WHAT YOU ARE ASKED TO DO
Quote the data below in full, please, without altering anything.

=== PROVIDED DATA ===

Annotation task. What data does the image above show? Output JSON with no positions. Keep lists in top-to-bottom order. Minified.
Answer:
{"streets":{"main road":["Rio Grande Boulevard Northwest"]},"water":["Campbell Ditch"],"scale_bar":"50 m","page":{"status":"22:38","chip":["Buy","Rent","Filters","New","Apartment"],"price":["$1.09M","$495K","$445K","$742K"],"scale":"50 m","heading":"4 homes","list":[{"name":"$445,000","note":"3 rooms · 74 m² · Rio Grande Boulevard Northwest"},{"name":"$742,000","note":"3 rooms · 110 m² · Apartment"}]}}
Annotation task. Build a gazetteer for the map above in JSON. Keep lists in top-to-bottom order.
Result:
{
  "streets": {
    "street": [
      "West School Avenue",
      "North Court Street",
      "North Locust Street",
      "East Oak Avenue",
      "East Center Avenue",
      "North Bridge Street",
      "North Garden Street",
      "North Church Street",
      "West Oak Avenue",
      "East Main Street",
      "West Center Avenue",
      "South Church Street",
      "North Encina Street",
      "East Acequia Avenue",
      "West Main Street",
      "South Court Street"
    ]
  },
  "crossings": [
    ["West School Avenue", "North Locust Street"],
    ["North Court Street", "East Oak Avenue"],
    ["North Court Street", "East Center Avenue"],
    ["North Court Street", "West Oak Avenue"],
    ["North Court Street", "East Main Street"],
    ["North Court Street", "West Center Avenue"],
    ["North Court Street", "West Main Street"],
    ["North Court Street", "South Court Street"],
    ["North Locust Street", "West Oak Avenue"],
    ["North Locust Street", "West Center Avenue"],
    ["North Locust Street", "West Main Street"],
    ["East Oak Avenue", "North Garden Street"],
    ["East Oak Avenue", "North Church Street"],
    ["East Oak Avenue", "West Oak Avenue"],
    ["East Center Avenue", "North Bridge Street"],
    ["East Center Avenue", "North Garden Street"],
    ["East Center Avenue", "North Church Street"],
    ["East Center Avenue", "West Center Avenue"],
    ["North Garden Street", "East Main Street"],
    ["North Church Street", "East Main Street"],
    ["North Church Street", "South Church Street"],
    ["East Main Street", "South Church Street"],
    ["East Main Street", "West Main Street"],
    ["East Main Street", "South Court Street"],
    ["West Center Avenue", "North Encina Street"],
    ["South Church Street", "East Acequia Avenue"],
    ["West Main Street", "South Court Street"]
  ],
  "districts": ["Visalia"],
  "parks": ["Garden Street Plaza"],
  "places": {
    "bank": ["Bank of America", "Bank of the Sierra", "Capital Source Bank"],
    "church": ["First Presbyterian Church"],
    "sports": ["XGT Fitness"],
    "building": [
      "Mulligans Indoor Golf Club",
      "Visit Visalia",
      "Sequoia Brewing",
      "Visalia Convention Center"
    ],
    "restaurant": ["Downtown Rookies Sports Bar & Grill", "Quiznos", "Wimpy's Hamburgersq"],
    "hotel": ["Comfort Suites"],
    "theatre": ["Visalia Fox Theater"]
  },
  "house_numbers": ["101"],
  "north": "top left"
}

===

RESULT OF THIS EXERCISE
Annotation task. What data does the image above show? Output JSON with no positions. Keep lists in top-to-bottom order. Minified.
Answer:
{"streets":{"main road":["Rio Grande Boulevard Northwest"]},"water":["Campbell Ditch"],"scale_bar":"50 m","page":{"status":"22:38","chip":["Buy","Rent","Filters","New","Apartment"],"price":["$1.09M","$495K","$445K","$742K"],"scale":"50 m","heading":"4 homes","list":[{"name":"$445,000","note":"3 rooms · 74 m² · Rio Grande Boulevard Northwest"},{"name":"$742,000","note":"3 rooms · 110 m² · Apartment"}]}}
Annotation task. Build a gazetteer for the map above in JSON. Keep lists in top-to-bottom order.
Result:
{
  "streets": {
    "street": [
      "West School Avenue",
      "North Court Street",
      "North Locust Street",
      "East Oak Avenue",
      "East Center Avenue",
      "North Bridge Street",
      "North Garden Street",
      "North Church Street",
      "West Oak Avenue",
      "East Main Street",
      "West Center Avenue",
      "South Church Street",
      "North Encina Street",
      "East Acequia Avenue",
      "West Main Street",
      "South Court Street"
    ]
  },
  "crossings": [
    ["West School Avenue", "North Locust Street"],
    ["North Court Street", "East Oak Avenue"],
    ["North Court Street", "East Center Avenue"],
    ["North Court Street", "West Oak Avenue"],
    ["North Court Street", "East Main Street"],
    ["North Court Street", "West Center Avenue"],
    ["North Court Street", "West Main Street"],
    ["North Court Street", "South Court Street"],
    ["North Locust Street", "West Oak Avenue"],
    ["North Locust Street", "West Center Avenue"],
    ["North Locust Street", "West Main Street"],
    ["East Oak Avenue", "North Garden Street"],
    ["East Oak Avenue", "North Church Street"],
    ["East Oak Avenue", "West Oak Avenue"],
    ["East Center Avenue", "North Bridge Street"],
    ["East Center Avenue", "North Garden Street"],
    ["East Center Avenue", "North Church Street"],
    ["East Center Avenue", "West Center Avenue"],
    ["North Garden Street", "East Main Street"],
    ["North Church Street", "East Main Street"],
    ["North Church Street", "South Church Street"],
    ["East Main Street", "South Church Street"],
    ["East Main Street", "West Main Street"],
    ["East Main Street", "South Court Street"],
    ["West Center Avenue", "North Encina Street"],
    ["South Church Street", "East Acequia Avenue"],
    ["West Main Street", "South Court Street"]
  ],
  "districts": ["Visalia"],
  "parks": ["Garden Street Plaza"],
  "places": {
    "bank": ["Bank of America", "Bank of the Sierra", "Capital Source Bank"],
    "church": ["First Presbyterian Church"],
    "sports": ["XGT Fitness"],
    "building": [
      "Mulligans Indoor Golf Club",
      "Visit Visalia",
      "Sequoia Brewing",
      "Visalia Convention Center"
    ],
    "restaurant": ["Downtown Rookies Sports Bar & Grill", "Quiznos", "Wimpy's Hamburgersq"],
    "hotel": ["Comfort Suites"],
    "theatre": ["Visalia Fox Theater"]
  },
  "house_numbers": ["101"],
  "north": "top left"
}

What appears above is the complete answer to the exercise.